People became very tight quickly. Maybe it was the intensity of our first week
together where we had very long rehearsals and an all day soundcheck and gig at
Lincoln Center and then a 14-hour recording session. That kind of experience
can fuse people together. There’s this really nice sense of cameraderie
throughout the group. It feels like everyone cares about the rest of the
ensemble. It’s a really nice vibe.
KG: It seems silly to ask after your last response but I
wanted to ask you if you see this as an ongoing project.
AE: Absolutely. I actually am now finding a way to compose a
new piece for the group. The first goal was imagining and in the process of
rehearsal trying things and finding out how this instrumentation could work
together. Now that the sound has become clear, there’s all kinds of new ideas
and I think there’s a lot more potential for this group. Wheels are turning.
And regardless the group is going to continue to tour. We have dates through
2018.
KG: What do you hope that Alwan brings to the cultural
life in New York?
AS When Alwan started it was really Arabs and Iranians and
people from Turkey, people from South Asia. There were artists from all
disciplines coming together as well as university students and professors, so
it was creating this environment for conversations among artists and
intellectuals, primarily from this region or connected to the region in one way
or another. Now it’s much more open to the larger cultural scene in New York. Our
audiences are now 50% people from the Arab world and 50% from anywhere else. So
somehow we are representing this part of the world and not only representing
traditions but actually showing innovations and how societies that are
generally thought of as being ancient or connected to some longstanding
tradition, that there’s actually innovation and there is a contemporary art
scene and contemporary culture and things happening right now that are breaking
now.
KG: Last question: Define the word river.

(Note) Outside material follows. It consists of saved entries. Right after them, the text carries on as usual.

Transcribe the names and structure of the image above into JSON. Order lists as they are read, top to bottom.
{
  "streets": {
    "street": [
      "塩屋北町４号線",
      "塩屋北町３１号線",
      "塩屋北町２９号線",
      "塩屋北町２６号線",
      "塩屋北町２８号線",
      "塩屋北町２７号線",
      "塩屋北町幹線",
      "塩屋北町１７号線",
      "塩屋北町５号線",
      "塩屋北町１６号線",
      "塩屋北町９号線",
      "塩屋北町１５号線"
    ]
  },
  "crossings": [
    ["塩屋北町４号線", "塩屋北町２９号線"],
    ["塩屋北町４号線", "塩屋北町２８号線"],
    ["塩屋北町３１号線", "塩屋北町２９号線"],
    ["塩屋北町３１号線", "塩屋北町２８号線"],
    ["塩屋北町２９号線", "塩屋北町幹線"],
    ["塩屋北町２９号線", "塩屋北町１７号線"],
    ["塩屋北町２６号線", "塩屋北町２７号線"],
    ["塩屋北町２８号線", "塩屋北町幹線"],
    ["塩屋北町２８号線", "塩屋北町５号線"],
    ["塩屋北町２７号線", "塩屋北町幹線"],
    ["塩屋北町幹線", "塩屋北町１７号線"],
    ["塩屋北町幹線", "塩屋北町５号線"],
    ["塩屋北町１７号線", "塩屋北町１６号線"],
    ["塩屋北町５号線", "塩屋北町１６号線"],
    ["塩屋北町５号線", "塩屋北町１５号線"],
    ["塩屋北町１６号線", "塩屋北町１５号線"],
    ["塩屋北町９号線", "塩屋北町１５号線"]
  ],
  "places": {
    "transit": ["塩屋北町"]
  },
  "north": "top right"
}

AE: The idea of two rivers was of course a reference to the
Tigris and Euphrates in Iraq, but it was also about joining the streams of jazz
and Iraqi music when I first started this project in 2006. But I started to
think about it as bloodlines and my own blood and being part Iraqi and part
American. There was this idea of currents and traditions in the beginning, this
continuity that a river could represent. Now it’s gone beyond that. The idea of
rivers of sound was really about, I keep coming back to it, but resonance, and
each river almost being frequency or being a sonority or being a timbre or
being a particular vibration and then how these rivers, how these sounds,
coalesce and how they influence each other when joined. I started to pay a lot
of attention to different bodies of water, but in particular rivers, because of
the way that the currents run. I used to live right on the Hudson River and I’d
watch all the different layers of currents, one on the top going very quickly
in one direction and then ripples going in the opposite direction just below
and then another layer below that that was maybe going at a 30 degree angle and
another speed and then watching how the light reflects off the surface of the
water. This kind of visual cue became part of my composition, too. So with
Rivers of Sound I was really trying to create the sense of multiple currents
and multiple streams happening in layers above one other. So in pieces like
“Jourjina Over 3” and “Hijaz 21/8,” there’s three or four different pulses
happening simultaneously that create a sense of moving in opposing directions.
That was an image inspired by rivers. Rivers of Sound I also think of as
rivers of light and this idea of the overtones of a sound eventually reaching
light. I don’t know if it’s physically possible but it’s an ideal that I’m
constantly striving for in the music.